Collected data
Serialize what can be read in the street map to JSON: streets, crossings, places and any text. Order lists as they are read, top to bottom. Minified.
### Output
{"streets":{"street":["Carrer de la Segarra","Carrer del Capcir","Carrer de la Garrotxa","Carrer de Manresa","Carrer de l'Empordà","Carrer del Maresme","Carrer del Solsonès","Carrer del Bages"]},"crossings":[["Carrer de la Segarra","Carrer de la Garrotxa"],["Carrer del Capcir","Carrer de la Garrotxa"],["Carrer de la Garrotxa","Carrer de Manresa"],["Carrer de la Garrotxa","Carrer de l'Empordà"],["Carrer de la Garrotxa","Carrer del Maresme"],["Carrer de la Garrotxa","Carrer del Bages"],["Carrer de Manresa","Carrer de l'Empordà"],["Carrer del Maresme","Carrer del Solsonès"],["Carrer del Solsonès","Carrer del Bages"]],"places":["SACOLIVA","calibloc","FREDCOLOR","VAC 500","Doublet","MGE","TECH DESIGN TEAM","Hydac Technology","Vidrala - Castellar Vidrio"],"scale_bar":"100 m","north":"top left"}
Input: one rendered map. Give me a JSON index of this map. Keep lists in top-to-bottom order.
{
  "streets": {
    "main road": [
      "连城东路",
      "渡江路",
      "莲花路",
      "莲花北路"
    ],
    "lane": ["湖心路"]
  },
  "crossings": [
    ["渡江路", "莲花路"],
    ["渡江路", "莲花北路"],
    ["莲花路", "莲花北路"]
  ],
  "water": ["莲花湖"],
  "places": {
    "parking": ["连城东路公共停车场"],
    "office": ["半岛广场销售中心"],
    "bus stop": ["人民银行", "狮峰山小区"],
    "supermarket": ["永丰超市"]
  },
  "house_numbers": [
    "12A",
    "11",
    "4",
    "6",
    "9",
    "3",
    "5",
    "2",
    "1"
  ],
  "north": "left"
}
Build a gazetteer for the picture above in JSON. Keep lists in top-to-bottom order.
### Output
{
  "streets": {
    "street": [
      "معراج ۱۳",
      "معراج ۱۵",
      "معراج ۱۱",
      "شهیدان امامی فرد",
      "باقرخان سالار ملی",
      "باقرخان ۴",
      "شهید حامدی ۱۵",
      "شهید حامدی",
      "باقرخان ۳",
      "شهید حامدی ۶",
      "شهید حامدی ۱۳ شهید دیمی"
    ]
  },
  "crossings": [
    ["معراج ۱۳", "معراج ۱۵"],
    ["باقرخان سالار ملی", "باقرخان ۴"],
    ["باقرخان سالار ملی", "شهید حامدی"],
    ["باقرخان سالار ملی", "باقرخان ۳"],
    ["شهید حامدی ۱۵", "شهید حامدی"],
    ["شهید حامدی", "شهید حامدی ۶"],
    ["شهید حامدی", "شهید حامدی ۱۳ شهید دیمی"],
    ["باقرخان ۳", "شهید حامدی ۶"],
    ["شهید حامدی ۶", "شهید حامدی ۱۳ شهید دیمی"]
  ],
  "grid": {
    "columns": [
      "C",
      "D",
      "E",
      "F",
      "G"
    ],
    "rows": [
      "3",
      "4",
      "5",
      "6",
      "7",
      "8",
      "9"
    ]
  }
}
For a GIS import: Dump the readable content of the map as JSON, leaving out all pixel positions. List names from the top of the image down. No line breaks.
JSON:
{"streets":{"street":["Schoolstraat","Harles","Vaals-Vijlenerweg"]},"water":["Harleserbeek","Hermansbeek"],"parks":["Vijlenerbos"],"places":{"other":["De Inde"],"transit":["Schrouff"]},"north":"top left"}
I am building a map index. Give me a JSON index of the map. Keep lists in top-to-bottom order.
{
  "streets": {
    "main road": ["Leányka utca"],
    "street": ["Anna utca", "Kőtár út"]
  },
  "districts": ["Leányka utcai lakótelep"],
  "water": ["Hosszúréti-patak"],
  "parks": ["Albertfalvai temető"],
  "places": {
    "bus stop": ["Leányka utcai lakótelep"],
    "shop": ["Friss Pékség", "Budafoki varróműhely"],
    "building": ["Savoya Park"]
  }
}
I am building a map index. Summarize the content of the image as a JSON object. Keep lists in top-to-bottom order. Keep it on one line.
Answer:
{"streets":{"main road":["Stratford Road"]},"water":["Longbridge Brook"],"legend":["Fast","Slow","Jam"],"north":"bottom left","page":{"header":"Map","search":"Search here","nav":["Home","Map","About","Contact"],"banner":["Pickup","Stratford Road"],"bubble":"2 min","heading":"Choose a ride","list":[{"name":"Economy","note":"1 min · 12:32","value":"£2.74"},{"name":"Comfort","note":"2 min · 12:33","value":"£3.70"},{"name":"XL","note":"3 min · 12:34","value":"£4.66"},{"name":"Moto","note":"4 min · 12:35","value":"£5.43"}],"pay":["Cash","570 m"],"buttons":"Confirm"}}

**Description of the task:** Every entry above should be duplicated exactly.

**Written response:**
Serialize what can be read in the street map to JSON: streets, crossings, places and any text. Order lists as they are read, top to bottom. Minified.
### Output
{"streets":{"street":["Carrer de la Segarra","Carrer del Capcir","Carrer de la Garrotxa","Carrer de Manresa","Carrer de l'Empordà","Carrer del Maresme","Carrer del Solsonès","Carrer del Bages"]},"crossings":[["Carrer de la Segarra","Carrer de la Garrotxa"],["Carrer del Capcir","Carrer de la Garrotxa"],["Carrer de la Garrotxa","Carrer de Manresa"],["Carrer de la Garrotxa","Carrer de l'Empordà"],["Carrer de la Garrotxa","Carrer del Maresme"],["Carrer de la Garrotxa","Carrer del Bages"],["Carrer de Manresa","Carrer de l'Empordà"],["Carrer del Maresme","Carrer del Solsonès"],["Carrer del Solsonès","Carrer del Bages"]],"places":["SACOLIVA","calibloc","FREDCOLOR","VAC 500","Doublet","MGE","TECH DESIGN TEAM","Hydac Technology","Vidrala - Castellar Vidrio"],"scale_bar":"100 m","north":"top left"}
Input: one rendered map. Give me a JSON index of this map. Keep lists in top-to-bottom order.
{
  "streets": {
    "main road": [
      "连城东路",
      "渡江路",
      "莲花路",
      "莲花北路"
    ],
    "lane": ["湖心路"]
  },
  "crossings": [
    ["渡江路", "莲花路"],
    ["渡江路", "莲花北路"],
    ["莲花路", "莲花北路"]
  ],
  "water": ["莲花湖"],
  "places": {
    "parking": ["连城东路公共停车场"],
    "office": ["半岛广场销售中心"],
    "bus stop": ["人民银行", "狮峰山小区"],
    "supermarket": ["永丰超市"]
  },
  "house_numbers": [
    "12A",
    "11",
    "4",
    "6",
    "9",
    "3",
    "5",
    "2",
    "1"
  ],
  "north": "left"
}
Build a gazetteer for the picture above in JSON. Keep lists in top-to-bottom order.
### Output
{
  "streets": {
    "street": [
      "معراج ۱۳",
      "معراج ۱۵",
      "معراج ۱۱",
      "شهیدان امامی فرد",
      "باقرخان سالار ملی",
      "باقرخان ۴",
      "شهید حامدی ۱۵",
      "شهید حامدی",
      "باقرخان ۳",
      "شهید حامدی ۶",
      "شهید حامدی ۱۳ شهید دیمی"
    ]
  },
  "crossings": [
    ["معراج ۱۳", "معراج ۱۵"],
    ["باقرخان سالار ملی", "باقرخان ۴"],
    ["باقرخان سالار ملی", "شهید حامدی"],
    ["باقرخان سالار ملی", "باقرخان ۳"],
    ["شهید حامدی ۱۵", "شهید حامدی"],
    ["شهید حامدی", "شهید حامدی ۶"],
    ["شهید حامدی", "شهید حامدی ۱۳ شهید دیمی"],
    ["باقرخان ۳", "شهید حامدی ۶"],
    ["شهید حامدی ۶", "شهید حامدی ۱۳ شهید دیمی"]
  ],
  "grid": {
    "columns": [
      "C",
      "D",
      "E",
      "F",
      "G"
    ],
    "rows": [
      "3",
      "4",
      "5",
      "6",
      "7",
      "8",
      "9"
    ]
  }
}
For a GIS import: Dump the readable content of the map as JSON, leaving out all pixel positions. List names from the top of the image down. No line breaks.
JSON:
{"streets":{"street":["Schoolstraat","Harles","Vaals-Vijlenerweg"]},"water":["Harleserbeek","Hermansbeek"],"parks":["Vijlenerbos"],"places":{"other":["De Inde"],"transit":["Schrouff"]},"north":"top left"}
I am building a map index. Give me a JSON index of the map. Keep lists in top-to-bottom order.
{
  "streets": {
    "main road": ["Leányka utca"],
    "street": ["Anna utca", "Kőtár út"]
  },
  "districts": ["Leányka utcai lakótelep"],
  "water": ["Hosszúréti-patak"],
  "parks": ["Albertfalvai temető"],
  "places": {
    "bus stop": ["Leányka utcai lakótelep"],
    "shop": ["Friss Pékség", "Budafoki varróműhely"],
    "building": ["Savoya Park"]
  }
}
I am building a map index. Summarize the content of the image as a JSON object. Keep lists in top-to-bottom order. Keep it on one line.
Answer:
{"streets":{"main road":["Stratford Road"]},"water":["Longbridge Brook"],"legend":["Fast","Slow","Jam"],"north":"bottom left","page":{"header":"Map","search":"Search here","nav":["Home","Map","About","Contact"],"banner":["Pickup","Stratford Road"],"bubble":"2 min","heading":"Choose a ride","list":[{"name":"Economy","note":"1 min · 12:32","value":"£2.74"},{"name":"Comfort","note":"2 min · 12:33","value":"£3.70"},{"name":"XL","note":"3 min · 12:34","value":"£4.66"},{"name":"Moto","note":"4 min · 12:35","value":"£5.43"}],"pay":["Cash","570 m"],"buttons":"Confirm"}}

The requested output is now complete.